A racist sheriff in the American south struggles to perform in bed for his wife. Lying in the dark, he comforts himself thinking back to when as a young boy he went to a public lynching of a black man in his town.
The description of the brutality is as horrifying as you would imagine; in fact, it’s probably much worse. But the line that stays with me comes immediately after the killing, when they have a picnic.
“I reckon we better get over there and get some of that food before it’s all gone,” his father says, while the victim’s burned and mutilated body lies at their feet. The casual tone of this line of dialogue against the backdrop of a brutal murder is shocking.


Bernard MacLaverty – On the Roundabout (2006)

A family are driving home in 1970s Belfast when they see the UDA approach a man hitchhiking on the side of the road. They watch as one of the men brings out a claw hammer and beats the hitchhiker in the face with it, creating “a hole between his ear and eye the size of a ten-pence piece”.
The family carry the man to their car and drive him to hospital.
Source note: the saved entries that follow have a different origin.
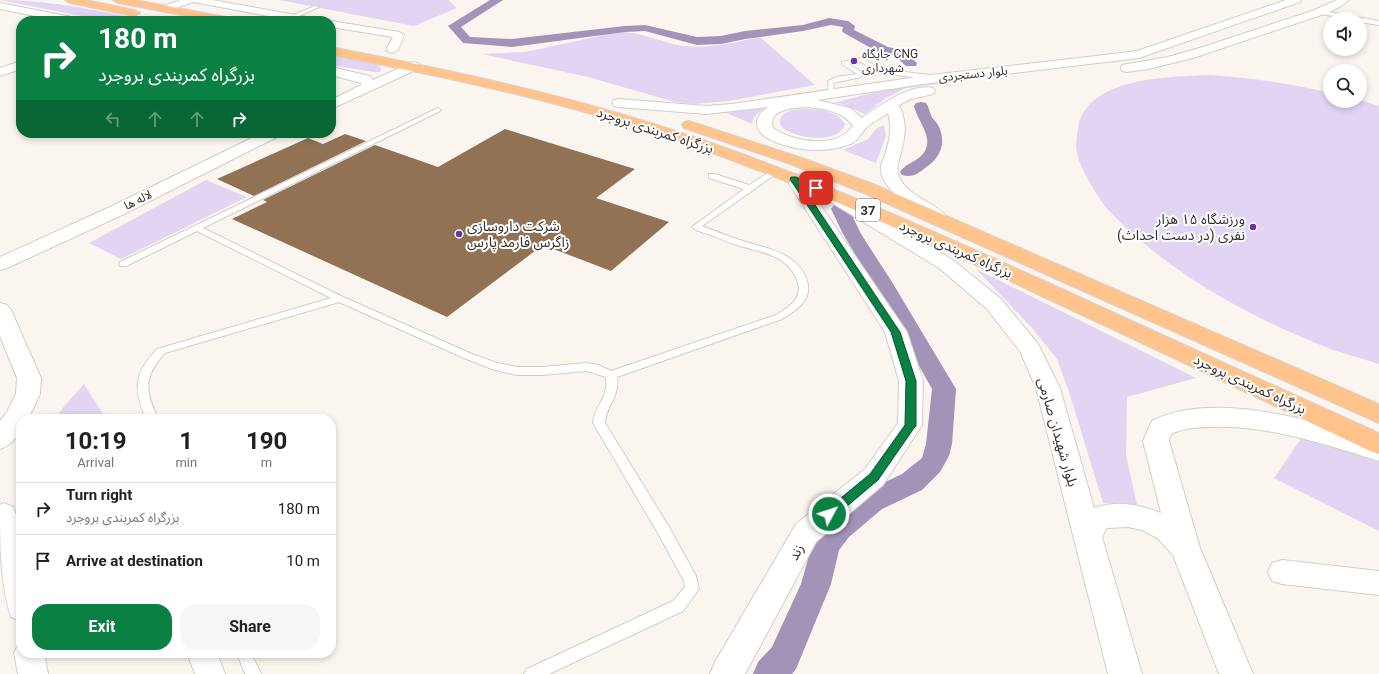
<!DOCTYPE html>
<html lang="en">
<head>
<meta charset="utf-8">
<style>
	:root { --surface:#fff; --page:#f6f6f6; --text:#202124; --muted:#757577; --line:#e0e0e0; --accent:#0b8043 }
	body { margin:0; font-family:Roboto,"Noto Sans Arabic",sans-serif; background:var(--page); color:var(--text); height:100vh; display:flex; flex-direction:column; font-size:15px; white-space:nowrap }
	* { box-sizing:border-box; margin:0 }
	p { font-size:13px; color:var(--muted) }
	.icon { flex:none; width:22px; height:22px; fill:none; stroke:currentColor; stroke-width:2; stroke-linecap:round; stroke-linejoin:round }
	.map { position:relative; flex:1; overflow:hidden }
	.side { position:absolute; left:16px; top:414px; width:320px; height:244px; display:flex; flex-direction:column; background:var(--surface); border-radius:16px; box-shadow:0 2px 6px #0003 }
	.side>* { flex:none }
	.top-card { position:absolute; left:16px; top:16px; width:320px; height:122px; border-radius:16px; box-shadow:0 2px 6px #0003; background:#0b8043; color:#fff; overflow:hidden }
	.tools { position:absolute; left:1323px; top:12px; display:grid; gap:8px }
	.tools a { display:grid; place-items:center; width:44px; height:44px; border-radius:50%; background:var(--surface); box-shadow:0 2px 6px #0003; font-size:20px }
	.pin { position:absolute; display:grid; place-items:center; width:34px; height:34px; color:#fff; margin:-17px; border-radius:8px; box-shadow:0 2px 6px #0006 }
	.me { position:absolute; width:44px; margin:-22px; rotate:50deg; stroke-linejoin:round; filter:drop-shadow(0 0 3px #0008) }
	.turn { display:flex; align-items:center; gap:14px; height:84px; padding:0 16px; font-size:18px }
	.turn .icon { width:52px; height:52px; stroke-width:2.5 }
	.turn b { display:block; font-size:28px; line-height:34px }
	.lanes { display:flex; align-items:center; height:38px; padding:0 16px; background:#0003; justify-content:center; gap:20px; direction:ltr }
	.lanes .off { opacity:.35 }
	.eta { display:flex; justify-content:space-evenly; align-items:center; height:68px; text-align:center }
	.eta b { font-size:24px; font-weight:700; line-height:28px }
	.action { display:flex; gap:8px; margin-top:auto; padding:8px 16px }
	.action a { flex:1; height:46px; border-radius:16px; background:var(--accent); color:#fff; font-size:16px; font-weight:700; line-height:46px; text-align:center }
	.action a+a { background:var(--page); color:var(--text) }
	ul { padding:0; list-style:none }
	li { display:flex; align-items:center; gap:12px; height:52px; padding:0 16px; border-top:1px solid var(--line) }
	li div { flex:1 }
	li b { display:block; font-size:15px }
	li em { font-style:normal }
	.map>svg:first-child { display:block }
	.green { fill:#e2d5f4 }
	.lines { fill:none; stroke-linecap:round; stroke-linejoin:round }
	.canal { fill:#a293b8; fill-rule:evenodd }
	.building { fill:#917255 }
	.lane-casing { stroke:#d3cdc8; stroke-width:2 }
	.street-casing { stroke:#d3cdc8; stroke-width:2 }
	.secondary-casing { stroke:#d3cdc8; stroke-width:2 }
	.highway-casing { stroke:#d6d5d5; stroke-width:2 }
	.lane { fill:#fff; fill-rule:evenodd }
	.street { fill:#fff; fill-rule:evenodd }
	.secondary { fill:#fff; fill-rule:evenodd }
	.highway { fill:#ffc38b; fill-rule:evenodd }
	.route { fill:#0b8043; stroke:#07532c }
	.poi-dot { fill:#6e31a6; stroke:#fff; stroke-width:1.5 }
	.labels { text-anchor:middle; stroke-width:4; stroke-linejoin:round; paint-order:stroke }
	.far-poi-label { font-size:12px; fill:#322f2d; stroke:#fff; text-anchor:start }
	.far-street-label { font-size:12px; fill:#322f2d; stroke:#fff }
	.shield { fill:#fff; stroke:#706d6c; stroke-width:1 }
	.shield-label { font-size:13px; font-weight:bold; fill:#322f2d }
	.street-label { font-size:14px; fill:#322f2d; stroke:#fff }
	.poi-label { font-size:14px; fill:#322f2d; stroke:#fff; text-anchor:end }
</style>
</head>
<body>
<div class="map">
<svg width="1379" height="674" viewBox="0 0 1379 674">
	<rect width="100%" height="100%" fill="#fbf5ef"/>
	<g class="green">
		<path d="M0,0C51,0 100,11 150,21H107Z"/>
		<polygon points="279,0 448,0 457,8 414,26"/>
		<path d="M618,32C640,31 662,43 684,46C710,49 735,42 760,37L815,85L729,101L694,104L675,102L588,77L482,54L526,52Z"/>
		<polygon points="331,55 376,64 381,67 381,70 380,72 373,72 331,65"/>
		<polygon points="1004,75 906,88 886,98 865,114 842,104 833,103 896,87"/>
		<path d="M1209,75C1250,78 1290,83 1330,93V101L1360,100L1379,106V364C1364,359 1348,355 1333,350C1253,319 1171,275 1111,213C1103,205 1096,193 1090,183C1085,174 1079,163 1077,153C1075,145 1077,136 1078,129C1085,77 1169,77 1209,75Z"/>
		<path d="M781,103C769,107 754,110 752,124L724,112Z"/>
		<path d="M808,109C821,110 838,111 845,124C840,143 803,139 790,132C785,130 780,127 780,122C779,110 800,109 808,109Z"/>
		<polygon points="884,125 886,136 876,163 843,150 868,139 877,128"/>
		<polygon points="206,180 247,197 121,259 89,243"/>
		<polygon points="976,269 1196,378 1127,397 1126,455 1137,505 1103,503 1070,395 1057,359 1033,329"/>
		<polygon points="84,384 106,419 55,419 65,405"/>
		<polygon points="1311,424 1379,456 1379,531 1274,478"/>
	</g>
	<g class="lines">
		<g class="canal">
			<polygon points="490,0 503,0 461,27 470,37 512,39 625,26 645,25 697,37 721,36 745,31 803,25 829,18 848,21 855,26 854,30 888,47 903,50 917,63 916,66 906,66 895,56 880,53 844,33 842,31 843,27 831,25 803,31 745,39 721,44 697,45 645,31 625,32 512,47 463,43 448,26"/>
			<path d="M921,102L926,103C929,107 929,111 931,115C932,119 936,121 938,125C947,142 941,158 925,168C918,174 911,178 902,175L900,172C904,165 914,162 920,157C938,141 918,123 914,106L916,103Z"/>
			<polygon points="840,204 846,205 849,209 861,234 892,282 956,389 952,444 949,456 940,472 922,490 882,509 849,537 839,550 831,584 796,669 792,674 753,674 758,662 772,647 801,584 812,545 816,536 829,519 862,493 902,474 922,458 926,444 932,389 872,282 843,234 831,209 834,205"/>
		</g>
	</g>
	<g class="building">
		<polygon points="505,129 635,169 596,198 669,222 611,271 543,245 447,317 232,219 267,202 263,200 375,145 438,167"/>
		<polygon points="345,134 366,141 254,196 217,179 308,138 323,144"/>
	</g>
	<g class="lines">
		<g class="lane-casing">
			<g id="lane">
				<polygon points="315,6 319,7 294,18 289,17"/>
				<polygon points="1318,10 1379,21 1379,25 1360,22 1360,19 1348,19 1316,13 1316,11"/>
				<polygon points="862,58 881,69 937,76 940,78 937,80 879,73 861,62 849,64 863,73 864,74 861,77 833,83 834,93 829,94 828,81 837,77 857,74 842,64 842,62"/>
				<path d="M438,108L441,110L440,111L203,228L343,297L472,354L497,363L517,367H542L587,363L598,365L611,371L776,315C789,307 804,298 797,280C788,256 762,252 740,246C730,243 721,239 711,235C705,233 696,231 692,227L744,189L709,178V174H715L749,185L774,169L778,171L777,173L702,226C715,231 727,236 740,240C766,249 797,251 807,281C813,300 796,311 782,319L617,377C620,397 606,405 605,423L669,527L696,576L699,589L683,611L549,674H524L527,669L673,601L685,587L684,581L659,535L593,423C595,405 609,397 606,377L587,371L542,375H517L495,370L464,358L339,302L165,353C143,377 145,391 158,419H146C133,388 134,374 157,349L331,298L197,231L126,266H120L119,264L120,262Z"/>
				<polygon points="237,653 251,653 261,674 245,674"/>
			</g>
		</g>
		<g class="street-casing">
			<g id="street">
				<polygon points="181,0 212,0 313,18 318,21 296,21 193,2 164,12 159,9 160,7"/>
				<polygon points="330,21 331,21 399,32 404,35 398,50 392,53 386,50 393,37 331,27"/>
				<path d="M4,503L13,507C26,534 21,590 21,621L11,617C0,583 0,541 0,505Z"/>
				<polygon points="1282,560 1379,571 1379,595 1282,584 1272,581 1268,572 1272,563"/>
				<polygon points="21,642 21,653 44,653 48,674 18,674 14,653 19,643"/>
				<polygon points="187,653 217,653 225,674 195,674"/>
			</g>
		</g>
		<g class="secondary-casing">
			<g id="secondary">
				<path d="M1286,0H1301L1300,2L1139,58L931,83L817,100L850,108L862,118C879,106 911,83 933,88L935,91L933,94L911,99L899,105C908,123 905,138 900,156C898,164 896,169 899,177C908,197 937,203 948,218L945,222C933,225 925,217 915,211C903,202 878,183 881,166C881,163 883,161 884,158C889,143 893,128 888,113C881,118 871,123 865,129C860,135 858,141 850,144C840,148 827,150 817,150C802,150 754,143 757,121C758,115 763,110 768,107L706,114L619,107L614,106L612,103L614,100L619,99L706,106L732,104L931,75L1122,53L1137,51ZM808,107C824,109 843,111 853,126C836,150 793,142 773,128C767,108 796,108 808,107Z"/>
				<polygon points="1337,0 1349,0 1341,6 1327,13 1193,58 1148,69 1127,72 1122,71 1121,68 1122,65 1168,57 1203,47 1312,11"/>
				<polygon points="0,3 77,18 81,19 83,21 60,21 0,9"/>
				<polygon points="21,61 21,69 0,76 0,68"/>
				<polygon points="413,62 418,63 419,66 418,69 331,109 331,100 361,85 361,83 331,75 331,67 370,76 373,80"/>
				<polygon points="262,133 282,133 279,136 122,215 7,268 0,270 0,257 110,207"/>
				<polygon points="794,174 800,175 907,332 923,381 922,425 883,485 816,542 745,674 710,674 715,662 796,524 865,469 898,423 899,381 885,332 786,179 788,175"/>
				<path d="M838,194L844,195L953,260L1001,299L1038,344L1060,388L1094,508C1118,500 1138,504 1161,513L1143,441L1152,421C1213,390 1317,421 1379,441V461C1324,444 1269,425 1210,427C1198,427 1183,428 1171,434L1169,441L1200,548L1253,674H1219L1173,555L1157,538L1142,530L1128,527L1107,528L1102,537L1142,674H1108L1036,388L1020,351L987,309L939,268L832,203L829,199L832,195Z"/>
				<path d="M0,303L7,305L11,310L41,378L40,394L28,419H21C21,434 14,444 0,449V421L7,412L16,394L17,378L0,336Z"/>
			</g>
		</g>
		<g class="highway-casing">
			<g id="highway">
				<polygon points="65,0 86,0 134,10 140,13 134,16 70,3"/>
				<polygon points="113,0 135,0 231,18 235,19 237,21 213,21 118,3"/>
				<path d="M331,47C455,71 578,97 697,138C818,179 935,232 1051,284C1160,334 1270,384 1379,433V454L1370,451C1258,398 1147,345 1035,293C907,232 777,172 642,129C540,97 436,75 331,55Z"/>
				<polygon points="689,121 802,158 873,184 1379,404 1379,423 861,192 790,164 684,128 682,125 684,122"/>
			</g>
		</g>
		<use href="#lane" class="lane"/>
		<use href="#street" class="street"/>
		<use href="#secondary" class="secondary"/>
		<use href="#highway" class="highway"/>
	</g>
	<polygon class="route" points="791,177 796,177 819,188 816,190 801,184 900,332 916,381 916,426 914,428 878,480 833,518 829,519 825,518 823,514 825,511 870,474 905,425 906,381 891,332 790,179"/>
	<g class="poi-dot">
		<circle cx="854" cy="61" r="4"/>
		<circle cx="1253" cy="227" r="4"/>
		<circle cx="459" cy="234" r="4"/>
	</g>
	<g class="labels">
		<g class="far-poi-label">
			<text x="862" y="58">جایگاه CNG<tspan x="862" dy="14">شهرداری</tspan></text>
		</g>
		<g class="far-street-label">
			<text transform="translate(973 74) rotate(-6)" y="4">بلوار دستجردی</text>
			<text transform="translate(138 200) rotate(-26)" y="4">لاله ها</text>
		</g>
		<rect class="shield" x="856" y="199" width="24" height="22" rx="3"/>
		<g class="shield-label">
			<text x="868" y="215">37</text>
		</g>
		<g class="street-label">
			<text transform="translate(655 130) rotate(18)" y="5">بزرگراه کمربندی بروجرد</text>
			<text transform="translate(956 249) rotate(24)" y="5">بزرگراه کمربندی بروجرد</text>
			<text transform="translate(1250 384) rotate(25)" y="5">بزرگراه کمربندی بروجرد</text>
			<text transform="translate(1058 432) rotate(74)" y="5">بلوار شهیدان صارمی</text>
			<text transform="translate(796 552) rotate(-61)" y="5">زند</text>
		</g>
		<g class="poi-label">
			<text x="1245" y="224">ورزشگاه ۱۵ هزار<tspan x="1245" dy="16">نفری (در دست احداث)</tspan></text>
			<text x="467" y="231" text-anchor="start">شرکت داروسازی<tspan x="467" dy="16">زاگرس فارمد پارس</tspan></text>
		</g>
	</g>
</svg>
<div class="tools">
<a><svg class="icon" aria-label="sound" viewBox="0 0 24 24"><path d="M4 9h4l5-4v14l-5-4H4zM17 9q2 3 0 6"/></svg></a>
<a><svg class="icon" aria-label="search" viewBox="0 0 24 24"><circle cx="10" cy="10" r="6"/><path d="M15 15l6 6"/></svg></a>
</div>
<div class="pin" style="left:816px;top:188px;background:#d93025"><svg class="icon" aria-label="arrive" viewBox="0 0 24 24"><path d="M6 21V4h12l-3 4 3 4H6"/></svg></div>
<svg class="me" style="left:829px;top:514px" viewBox="-20 -20 40 40"><circle r="17" fill="#0b8043" stroke="#fff" stroke-width="3"/><path d="M0-11L8 9 0 5-8 9z" fill="#fff"/></svg>
<div class="top-card">
<div class="turn"><svg class="icon" aria-label="right" viewBox="0 0 24 24"><path d="M7 20v-9h11M14 6l5 5-5 5"/></svg><div><b>180 m</b>بزرگراه کمربندی بروجرد</div></div>
<div class="lanes"><svg class="icon off" aria-label="left" viewBox="0 0 24 24"><path d="M17 20v-9H6M10 6l-5 5 5 5"/></svg><svg class="icon off" aria-label="ahead" viewBox="0 0 24 24"><path d="M12 20V5M6 11l6-6 6 6"/></svg><svg class="icon off" aria-label="ahead" viewBox="0 0 24 24"><path d="M12 20V5M6 11l6-6 6 6"/></svg><svg class="icon" aria-label="right" viewBox="0 0 24 24"><path d="M7 20v-9h11M14 6l5 5-5 5"/></svg></div>
</div>
<section class="side">
<div class="eta">
<div><b>10:19</b><p>Arrival</p></div>
<div><b>1</b><p>min</p></div>
<div><b>190</b><p>m</p></div>
</div>
<ul>
<li><svg class="icon" aria-label="right" viewBox="0 0 24 24"><path d="M7 20v-9h11M14 6l5 5-5 5"/></svg><div><b>Turn right</b><p>بزرگراه کمربندی بروجرد</p></div><em>180 m</em></li>
<li><svg class="icon" aria-label="arrive" viewBox="0 0 24 24"><path d="M6 21V4h12l-3 4 3 4H6"/></svg><div><b>Arrive at destination</b></div><em>10 m</em></li>
</ul>
<div class="action"><a>Exit</a><a>Share</a></div>
</section>
</div>
</body>
</html>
And there’s this shocking moment when the man regains consciousness and, with blood in his mouth that “looks black in the street lights”, says the line: “l’m dead – they’ve killed me. The cunts have killed me.”
We read this story in one of thi wurd’s writing classes a few years ago. The story is so short that the handout only covered one page, which is quite amazing because the story covers so much ground. Even though I now own two of MacLaverty’s short story collections that include this story, I haven’t been able to let go of the original photocopy. It’s folded up in between the two books on my bookshelf.



Katherine Mansfield – The Garden Party (1922)

A wealthy family in New Zealand are preparing for a garden party at their estate when one of their neighbours, a young carter called Mr. Scott, is killed in an accident just outside their gate.
Laura, the young protagonist, is sent with a basket of leftovers to the grieving family’s house. When she gets to their house and finds herself alone with Mr. Scott’s dead body she feels she has to say something. “Forgive my hat,” she says.
It’s a bizarre moment of conflict where a child is apologising to a dead man for class inequalities that have resulted in their contrasting fates. I read this story when I was a teenager and was really struck by that line because it felt like such a loaded sentence for a young girl to say. Rereading the story now, I am still struck by its originality and authenticity.


Katie Paterson is a writer whose short story ‘One to Go’ appears in thi wurd magazine, Issue 4.